=== Section Start ===

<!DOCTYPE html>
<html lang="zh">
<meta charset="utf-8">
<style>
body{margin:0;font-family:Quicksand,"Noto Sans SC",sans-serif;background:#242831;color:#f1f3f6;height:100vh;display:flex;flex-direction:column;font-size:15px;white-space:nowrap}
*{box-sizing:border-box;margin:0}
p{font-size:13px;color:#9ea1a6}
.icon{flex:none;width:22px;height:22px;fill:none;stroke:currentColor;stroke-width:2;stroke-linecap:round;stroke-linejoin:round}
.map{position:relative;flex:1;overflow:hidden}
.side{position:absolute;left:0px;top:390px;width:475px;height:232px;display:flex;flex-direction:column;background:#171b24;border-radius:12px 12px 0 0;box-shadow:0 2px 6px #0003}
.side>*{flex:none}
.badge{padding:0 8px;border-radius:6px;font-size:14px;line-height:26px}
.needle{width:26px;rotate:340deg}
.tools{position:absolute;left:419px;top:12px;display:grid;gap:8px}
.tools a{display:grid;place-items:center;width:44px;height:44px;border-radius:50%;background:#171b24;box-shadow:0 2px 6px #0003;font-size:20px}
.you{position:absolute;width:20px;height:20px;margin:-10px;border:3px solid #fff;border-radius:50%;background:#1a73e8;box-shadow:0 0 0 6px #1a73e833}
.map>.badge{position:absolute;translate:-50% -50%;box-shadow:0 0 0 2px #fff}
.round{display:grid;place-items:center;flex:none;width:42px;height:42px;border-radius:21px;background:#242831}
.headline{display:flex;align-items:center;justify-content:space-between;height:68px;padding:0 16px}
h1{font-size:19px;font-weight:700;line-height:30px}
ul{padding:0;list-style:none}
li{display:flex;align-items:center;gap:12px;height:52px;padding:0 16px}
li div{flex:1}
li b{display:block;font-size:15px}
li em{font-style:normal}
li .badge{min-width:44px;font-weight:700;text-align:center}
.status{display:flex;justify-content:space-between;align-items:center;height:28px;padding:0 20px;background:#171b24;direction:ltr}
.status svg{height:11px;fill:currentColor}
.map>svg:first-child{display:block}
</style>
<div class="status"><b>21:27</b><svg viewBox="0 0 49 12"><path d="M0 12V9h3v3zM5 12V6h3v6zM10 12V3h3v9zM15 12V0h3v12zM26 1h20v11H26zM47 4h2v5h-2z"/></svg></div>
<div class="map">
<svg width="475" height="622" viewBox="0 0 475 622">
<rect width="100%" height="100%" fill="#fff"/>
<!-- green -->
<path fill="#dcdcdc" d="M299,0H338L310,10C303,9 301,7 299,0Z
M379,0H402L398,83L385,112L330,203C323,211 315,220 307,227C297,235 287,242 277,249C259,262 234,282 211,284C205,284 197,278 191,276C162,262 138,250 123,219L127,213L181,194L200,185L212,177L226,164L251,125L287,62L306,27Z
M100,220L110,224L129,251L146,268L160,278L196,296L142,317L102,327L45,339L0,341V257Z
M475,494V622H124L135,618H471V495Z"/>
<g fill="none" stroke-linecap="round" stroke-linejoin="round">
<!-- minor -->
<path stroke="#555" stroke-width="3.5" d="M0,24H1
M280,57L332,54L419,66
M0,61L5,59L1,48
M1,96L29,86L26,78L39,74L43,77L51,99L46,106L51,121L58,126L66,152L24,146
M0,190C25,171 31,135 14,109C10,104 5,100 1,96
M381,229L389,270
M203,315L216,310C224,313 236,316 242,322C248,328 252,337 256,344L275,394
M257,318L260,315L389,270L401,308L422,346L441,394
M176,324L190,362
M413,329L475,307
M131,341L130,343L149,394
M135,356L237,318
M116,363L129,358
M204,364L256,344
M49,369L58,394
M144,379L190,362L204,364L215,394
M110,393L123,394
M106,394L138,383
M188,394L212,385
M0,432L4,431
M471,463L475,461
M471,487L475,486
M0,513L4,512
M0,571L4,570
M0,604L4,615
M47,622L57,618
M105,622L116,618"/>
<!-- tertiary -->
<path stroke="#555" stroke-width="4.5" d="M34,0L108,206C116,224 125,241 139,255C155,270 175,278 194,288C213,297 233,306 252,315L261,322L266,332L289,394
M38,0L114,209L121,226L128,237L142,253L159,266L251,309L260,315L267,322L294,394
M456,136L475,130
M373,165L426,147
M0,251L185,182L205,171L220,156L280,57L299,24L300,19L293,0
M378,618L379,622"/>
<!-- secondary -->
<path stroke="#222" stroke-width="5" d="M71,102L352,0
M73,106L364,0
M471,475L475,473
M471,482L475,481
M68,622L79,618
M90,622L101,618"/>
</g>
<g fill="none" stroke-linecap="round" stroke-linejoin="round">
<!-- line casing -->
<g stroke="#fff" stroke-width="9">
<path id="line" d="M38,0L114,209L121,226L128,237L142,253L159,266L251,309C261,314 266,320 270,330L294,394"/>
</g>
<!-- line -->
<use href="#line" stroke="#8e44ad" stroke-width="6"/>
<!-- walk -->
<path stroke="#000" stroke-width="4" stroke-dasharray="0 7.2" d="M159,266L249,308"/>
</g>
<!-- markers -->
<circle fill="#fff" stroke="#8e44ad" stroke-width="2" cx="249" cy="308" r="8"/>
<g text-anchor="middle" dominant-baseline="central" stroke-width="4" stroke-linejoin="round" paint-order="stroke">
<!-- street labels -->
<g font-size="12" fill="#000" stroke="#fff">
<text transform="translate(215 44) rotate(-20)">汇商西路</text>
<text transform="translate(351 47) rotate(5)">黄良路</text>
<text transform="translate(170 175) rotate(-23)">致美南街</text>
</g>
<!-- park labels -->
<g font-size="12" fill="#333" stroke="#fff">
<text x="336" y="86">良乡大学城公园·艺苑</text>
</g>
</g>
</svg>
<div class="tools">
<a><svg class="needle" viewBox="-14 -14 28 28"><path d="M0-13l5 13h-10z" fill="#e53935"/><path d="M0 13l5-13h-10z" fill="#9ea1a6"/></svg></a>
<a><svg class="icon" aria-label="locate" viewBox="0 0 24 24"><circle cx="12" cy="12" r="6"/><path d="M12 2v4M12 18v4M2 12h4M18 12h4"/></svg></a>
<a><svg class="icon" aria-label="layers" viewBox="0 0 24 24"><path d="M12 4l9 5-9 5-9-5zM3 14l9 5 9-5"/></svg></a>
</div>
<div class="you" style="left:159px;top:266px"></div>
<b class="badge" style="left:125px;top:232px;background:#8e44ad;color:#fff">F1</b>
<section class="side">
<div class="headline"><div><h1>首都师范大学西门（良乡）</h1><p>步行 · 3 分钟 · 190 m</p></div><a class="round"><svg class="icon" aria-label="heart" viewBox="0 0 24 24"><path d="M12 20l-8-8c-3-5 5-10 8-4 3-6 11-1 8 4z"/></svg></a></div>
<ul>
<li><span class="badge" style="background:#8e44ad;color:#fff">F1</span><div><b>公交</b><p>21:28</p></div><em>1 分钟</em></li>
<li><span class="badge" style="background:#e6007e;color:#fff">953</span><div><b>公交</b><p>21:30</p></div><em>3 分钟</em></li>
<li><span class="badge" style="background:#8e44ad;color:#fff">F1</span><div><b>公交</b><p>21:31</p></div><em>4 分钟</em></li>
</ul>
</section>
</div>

=== Section End ===
=== Section Start ===

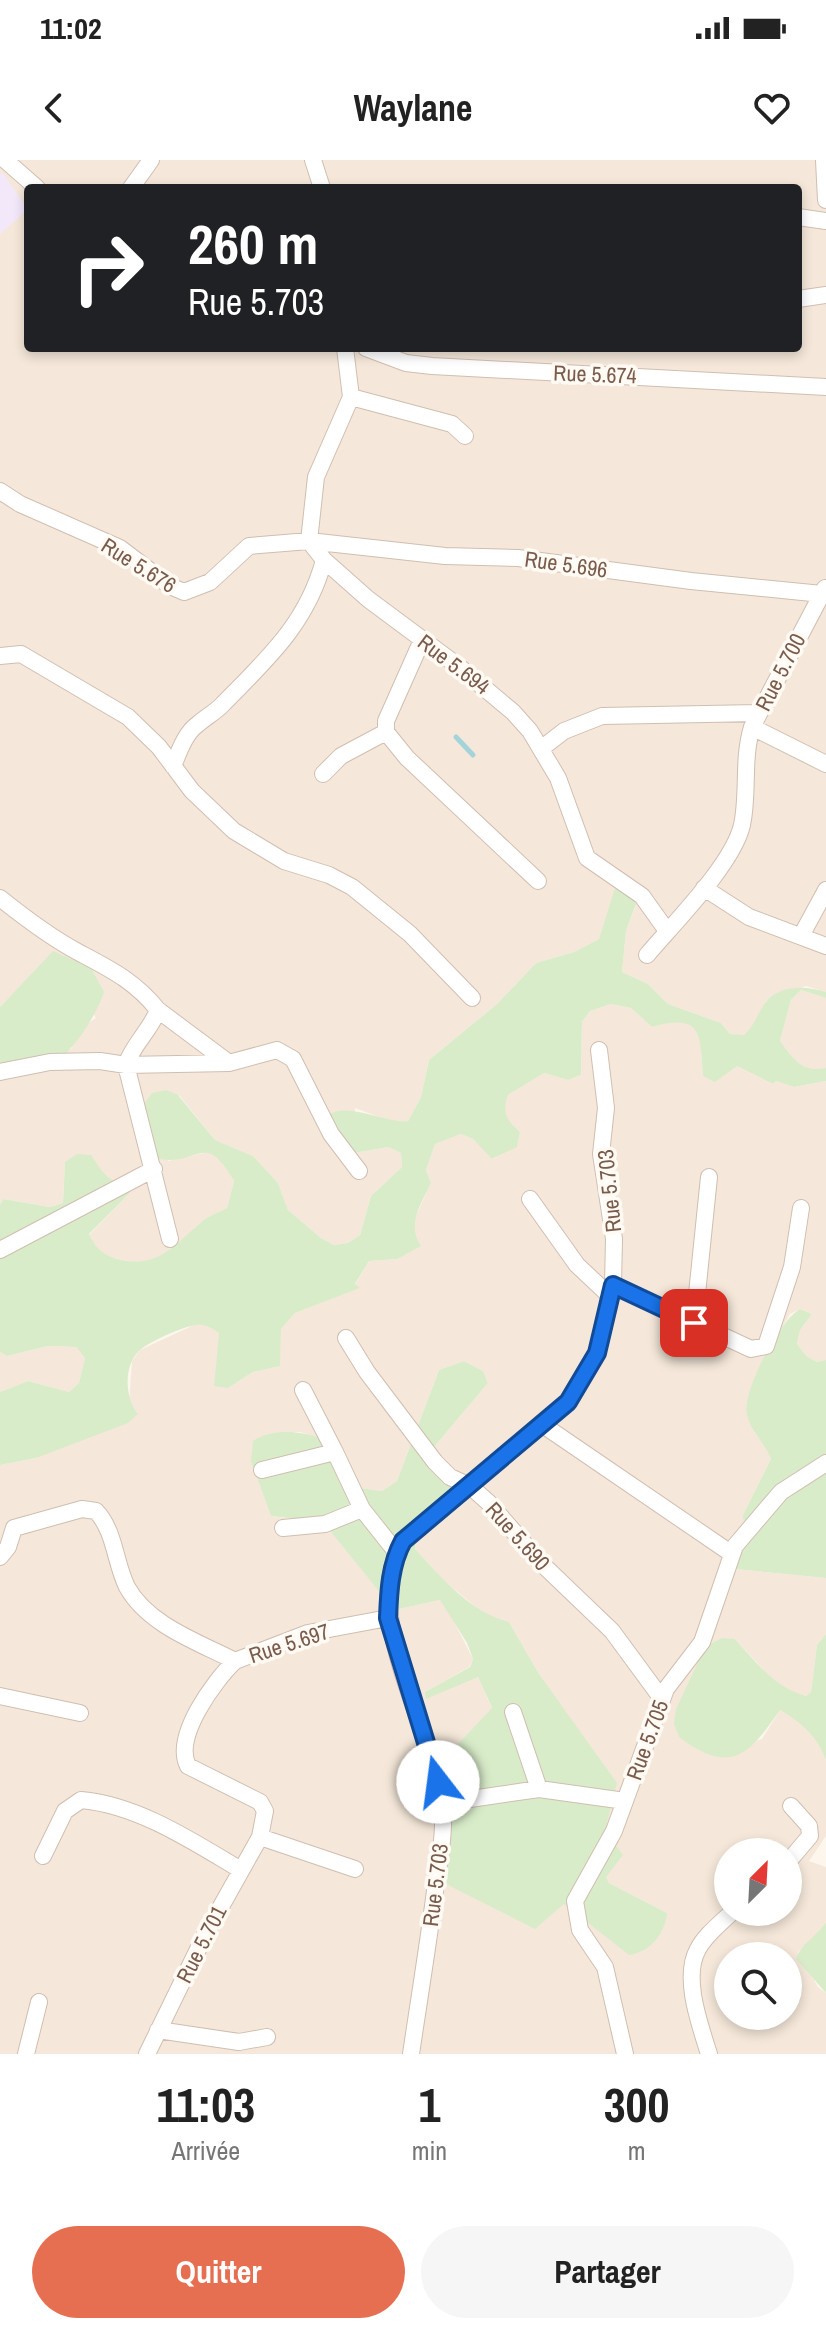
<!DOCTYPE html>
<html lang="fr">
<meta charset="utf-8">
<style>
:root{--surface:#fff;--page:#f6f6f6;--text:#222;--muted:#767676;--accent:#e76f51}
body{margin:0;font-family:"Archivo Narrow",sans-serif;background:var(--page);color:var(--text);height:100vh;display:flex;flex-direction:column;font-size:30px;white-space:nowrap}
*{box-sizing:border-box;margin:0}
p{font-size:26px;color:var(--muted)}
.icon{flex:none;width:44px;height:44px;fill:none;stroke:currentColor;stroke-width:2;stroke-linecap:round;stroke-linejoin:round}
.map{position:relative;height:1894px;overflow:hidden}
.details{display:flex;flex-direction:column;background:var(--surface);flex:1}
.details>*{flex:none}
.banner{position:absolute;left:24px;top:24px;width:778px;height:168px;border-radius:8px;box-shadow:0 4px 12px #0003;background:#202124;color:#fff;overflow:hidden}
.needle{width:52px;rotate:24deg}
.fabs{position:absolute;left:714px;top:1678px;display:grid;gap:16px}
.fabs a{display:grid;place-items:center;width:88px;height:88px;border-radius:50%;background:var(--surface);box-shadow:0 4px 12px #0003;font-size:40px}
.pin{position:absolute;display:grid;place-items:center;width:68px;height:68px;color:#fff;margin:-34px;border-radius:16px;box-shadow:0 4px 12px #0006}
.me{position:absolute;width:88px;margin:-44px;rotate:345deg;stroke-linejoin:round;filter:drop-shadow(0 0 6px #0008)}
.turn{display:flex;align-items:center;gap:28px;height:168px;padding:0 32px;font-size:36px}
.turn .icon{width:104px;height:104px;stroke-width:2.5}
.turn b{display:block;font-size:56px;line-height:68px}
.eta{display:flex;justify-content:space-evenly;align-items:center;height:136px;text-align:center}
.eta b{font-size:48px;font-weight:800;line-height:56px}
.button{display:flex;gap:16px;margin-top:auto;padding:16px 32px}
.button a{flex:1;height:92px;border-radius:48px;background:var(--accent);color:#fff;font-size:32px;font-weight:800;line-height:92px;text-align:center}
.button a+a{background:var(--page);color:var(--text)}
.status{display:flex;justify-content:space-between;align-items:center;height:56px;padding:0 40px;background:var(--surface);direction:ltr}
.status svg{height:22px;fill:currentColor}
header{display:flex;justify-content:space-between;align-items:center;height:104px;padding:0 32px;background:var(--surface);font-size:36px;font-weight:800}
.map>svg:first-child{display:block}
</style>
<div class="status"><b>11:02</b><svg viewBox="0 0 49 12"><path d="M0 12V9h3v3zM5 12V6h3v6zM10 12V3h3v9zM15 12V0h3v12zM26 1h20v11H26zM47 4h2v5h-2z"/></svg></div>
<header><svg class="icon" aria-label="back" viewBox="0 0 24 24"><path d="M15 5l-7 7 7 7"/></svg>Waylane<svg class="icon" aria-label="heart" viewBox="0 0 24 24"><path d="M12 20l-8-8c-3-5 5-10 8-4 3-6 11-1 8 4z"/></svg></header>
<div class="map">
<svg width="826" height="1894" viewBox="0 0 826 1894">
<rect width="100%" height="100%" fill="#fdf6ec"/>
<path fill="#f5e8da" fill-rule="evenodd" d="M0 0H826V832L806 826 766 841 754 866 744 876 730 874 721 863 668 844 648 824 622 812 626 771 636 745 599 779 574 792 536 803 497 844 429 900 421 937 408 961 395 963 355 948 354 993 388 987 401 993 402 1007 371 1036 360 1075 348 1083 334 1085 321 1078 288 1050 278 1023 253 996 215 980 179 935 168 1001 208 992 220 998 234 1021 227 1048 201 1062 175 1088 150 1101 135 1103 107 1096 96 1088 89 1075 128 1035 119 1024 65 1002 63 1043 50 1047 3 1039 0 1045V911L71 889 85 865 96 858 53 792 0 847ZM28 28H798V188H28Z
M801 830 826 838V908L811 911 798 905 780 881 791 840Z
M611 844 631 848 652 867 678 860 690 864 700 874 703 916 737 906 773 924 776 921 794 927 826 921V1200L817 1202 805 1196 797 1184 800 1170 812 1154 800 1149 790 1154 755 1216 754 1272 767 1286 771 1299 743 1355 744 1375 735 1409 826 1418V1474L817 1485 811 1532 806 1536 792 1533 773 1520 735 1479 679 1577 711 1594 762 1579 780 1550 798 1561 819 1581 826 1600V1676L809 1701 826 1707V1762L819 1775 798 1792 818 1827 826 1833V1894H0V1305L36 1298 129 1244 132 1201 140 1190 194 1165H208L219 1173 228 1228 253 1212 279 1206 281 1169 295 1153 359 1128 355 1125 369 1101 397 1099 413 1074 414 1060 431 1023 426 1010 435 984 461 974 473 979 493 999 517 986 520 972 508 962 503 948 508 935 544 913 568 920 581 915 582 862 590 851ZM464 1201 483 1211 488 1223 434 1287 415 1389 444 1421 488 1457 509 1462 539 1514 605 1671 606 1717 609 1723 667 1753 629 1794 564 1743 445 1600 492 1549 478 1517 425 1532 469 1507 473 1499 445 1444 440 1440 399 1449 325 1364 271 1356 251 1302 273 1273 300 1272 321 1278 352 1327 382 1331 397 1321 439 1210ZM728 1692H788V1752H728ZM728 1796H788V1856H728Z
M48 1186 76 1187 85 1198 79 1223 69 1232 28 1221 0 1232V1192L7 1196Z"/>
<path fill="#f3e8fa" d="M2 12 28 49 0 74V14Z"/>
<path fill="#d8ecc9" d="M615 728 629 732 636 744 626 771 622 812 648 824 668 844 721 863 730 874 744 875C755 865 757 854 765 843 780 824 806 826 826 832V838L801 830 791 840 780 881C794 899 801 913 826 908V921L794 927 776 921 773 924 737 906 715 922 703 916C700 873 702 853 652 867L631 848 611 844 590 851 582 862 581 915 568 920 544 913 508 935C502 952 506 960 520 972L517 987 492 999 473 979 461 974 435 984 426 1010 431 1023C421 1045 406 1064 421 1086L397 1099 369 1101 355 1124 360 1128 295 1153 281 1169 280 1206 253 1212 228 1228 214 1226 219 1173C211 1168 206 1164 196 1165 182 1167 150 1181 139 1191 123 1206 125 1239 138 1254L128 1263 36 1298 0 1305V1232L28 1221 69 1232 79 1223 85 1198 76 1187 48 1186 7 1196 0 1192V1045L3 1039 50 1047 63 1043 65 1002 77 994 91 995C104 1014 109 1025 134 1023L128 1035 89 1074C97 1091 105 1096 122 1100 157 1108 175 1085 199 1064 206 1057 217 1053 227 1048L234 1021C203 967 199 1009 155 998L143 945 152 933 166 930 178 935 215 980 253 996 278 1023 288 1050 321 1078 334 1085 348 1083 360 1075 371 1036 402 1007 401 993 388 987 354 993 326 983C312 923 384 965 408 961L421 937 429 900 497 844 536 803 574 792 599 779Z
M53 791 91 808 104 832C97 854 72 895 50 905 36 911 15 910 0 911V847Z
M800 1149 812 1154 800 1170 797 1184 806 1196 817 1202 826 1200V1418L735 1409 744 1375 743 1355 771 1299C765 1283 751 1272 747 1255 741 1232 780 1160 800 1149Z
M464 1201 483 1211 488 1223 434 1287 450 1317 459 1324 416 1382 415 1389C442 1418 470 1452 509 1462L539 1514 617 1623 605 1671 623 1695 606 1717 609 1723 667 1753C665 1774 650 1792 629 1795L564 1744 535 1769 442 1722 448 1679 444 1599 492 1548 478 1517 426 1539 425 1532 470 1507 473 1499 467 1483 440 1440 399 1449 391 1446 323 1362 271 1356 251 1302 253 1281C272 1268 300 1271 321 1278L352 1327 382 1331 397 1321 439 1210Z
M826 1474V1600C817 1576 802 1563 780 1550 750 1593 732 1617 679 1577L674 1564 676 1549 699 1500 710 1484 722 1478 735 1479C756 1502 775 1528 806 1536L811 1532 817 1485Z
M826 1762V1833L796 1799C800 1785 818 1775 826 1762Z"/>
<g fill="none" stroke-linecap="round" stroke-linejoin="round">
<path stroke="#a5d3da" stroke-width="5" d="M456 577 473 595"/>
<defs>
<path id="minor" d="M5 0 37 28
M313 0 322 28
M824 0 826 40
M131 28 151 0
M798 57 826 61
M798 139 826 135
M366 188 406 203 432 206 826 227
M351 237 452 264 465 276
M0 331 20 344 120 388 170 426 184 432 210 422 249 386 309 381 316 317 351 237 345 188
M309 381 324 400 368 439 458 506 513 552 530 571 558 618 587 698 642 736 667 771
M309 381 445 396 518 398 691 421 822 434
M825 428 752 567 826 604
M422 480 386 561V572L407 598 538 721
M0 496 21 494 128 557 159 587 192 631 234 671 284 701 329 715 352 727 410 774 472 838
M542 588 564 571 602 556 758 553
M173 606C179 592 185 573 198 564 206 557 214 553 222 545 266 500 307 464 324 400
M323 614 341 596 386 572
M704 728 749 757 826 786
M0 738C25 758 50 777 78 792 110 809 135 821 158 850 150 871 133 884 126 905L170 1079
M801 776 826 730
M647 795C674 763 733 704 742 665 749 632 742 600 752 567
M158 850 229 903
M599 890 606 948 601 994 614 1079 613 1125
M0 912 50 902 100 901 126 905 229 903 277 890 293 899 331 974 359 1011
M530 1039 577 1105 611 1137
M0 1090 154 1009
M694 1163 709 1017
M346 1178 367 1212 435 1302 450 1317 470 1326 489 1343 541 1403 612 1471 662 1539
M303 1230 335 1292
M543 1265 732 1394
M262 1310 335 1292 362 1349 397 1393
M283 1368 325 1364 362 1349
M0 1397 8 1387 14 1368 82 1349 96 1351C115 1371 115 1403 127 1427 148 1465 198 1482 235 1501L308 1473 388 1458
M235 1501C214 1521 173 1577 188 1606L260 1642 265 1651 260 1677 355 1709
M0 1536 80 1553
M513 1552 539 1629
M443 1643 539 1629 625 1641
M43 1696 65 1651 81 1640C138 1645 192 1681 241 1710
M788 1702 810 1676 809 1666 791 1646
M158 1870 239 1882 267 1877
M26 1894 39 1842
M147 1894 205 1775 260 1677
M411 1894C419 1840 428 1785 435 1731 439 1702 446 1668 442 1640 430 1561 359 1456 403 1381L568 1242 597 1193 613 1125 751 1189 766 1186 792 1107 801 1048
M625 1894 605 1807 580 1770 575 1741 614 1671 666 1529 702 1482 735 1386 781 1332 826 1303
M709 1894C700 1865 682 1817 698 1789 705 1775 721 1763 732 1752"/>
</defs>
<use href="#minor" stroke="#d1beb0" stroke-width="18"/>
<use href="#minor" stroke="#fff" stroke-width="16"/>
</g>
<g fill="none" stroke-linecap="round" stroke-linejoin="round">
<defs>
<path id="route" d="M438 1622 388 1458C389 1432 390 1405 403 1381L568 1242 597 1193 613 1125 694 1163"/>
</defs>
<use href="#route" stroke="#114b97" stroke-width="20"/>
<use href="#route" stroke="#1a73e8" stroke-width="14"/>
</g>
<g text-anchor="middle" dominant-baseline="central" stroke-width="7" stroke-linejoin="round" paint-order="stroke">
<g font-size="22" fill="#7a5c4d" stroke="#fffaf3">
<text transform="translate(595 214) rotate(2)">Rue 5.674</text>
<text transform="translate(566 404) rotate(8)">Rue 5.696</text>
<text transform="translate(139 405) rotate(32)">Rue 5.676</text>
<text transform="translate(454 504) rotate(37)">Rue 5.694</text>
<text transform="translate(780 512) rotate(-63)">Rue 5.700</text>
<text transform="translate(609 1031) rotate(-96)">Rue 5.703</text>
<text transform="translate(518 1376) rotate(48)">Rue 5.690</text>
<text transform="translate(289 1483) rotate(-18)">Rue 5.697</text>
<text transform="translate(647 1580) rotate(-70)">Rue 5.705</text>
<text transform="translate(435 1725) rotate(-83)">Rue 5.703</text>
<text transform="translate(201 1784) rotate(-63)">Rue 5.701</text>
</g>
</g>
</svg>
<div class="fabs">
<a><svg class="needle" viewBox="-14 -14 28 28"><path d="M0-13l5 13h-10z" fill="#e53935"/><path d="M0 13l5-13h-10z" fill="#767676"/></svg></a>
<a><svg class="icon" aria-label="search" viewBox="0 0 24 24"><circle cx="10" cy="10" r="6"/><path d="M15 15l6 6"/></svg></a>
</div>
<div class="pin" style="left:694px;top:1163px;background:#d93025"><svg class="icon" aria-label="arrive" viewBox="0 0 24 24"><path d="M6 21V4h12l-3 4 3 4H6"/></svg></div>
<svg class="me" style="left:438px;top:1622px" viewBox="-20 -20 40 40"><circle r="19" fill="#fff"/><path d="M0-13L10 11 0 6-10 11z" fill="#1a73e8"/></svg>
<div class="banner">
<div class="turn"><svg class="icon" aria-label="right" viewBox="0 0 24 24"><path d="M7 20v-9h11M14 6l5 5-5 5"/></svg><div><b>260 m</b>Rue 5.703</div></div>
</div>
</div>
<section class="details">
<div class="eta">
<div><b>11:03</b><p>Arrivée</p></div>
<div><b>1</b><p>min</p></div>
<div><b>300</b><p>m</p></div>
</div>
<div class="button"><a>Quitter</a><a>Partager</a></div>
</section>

=== Section End ===

> [What to produce] Among the entries above, how many lines hold the string "fabs"? Answer with the number only.

> [Task result] 3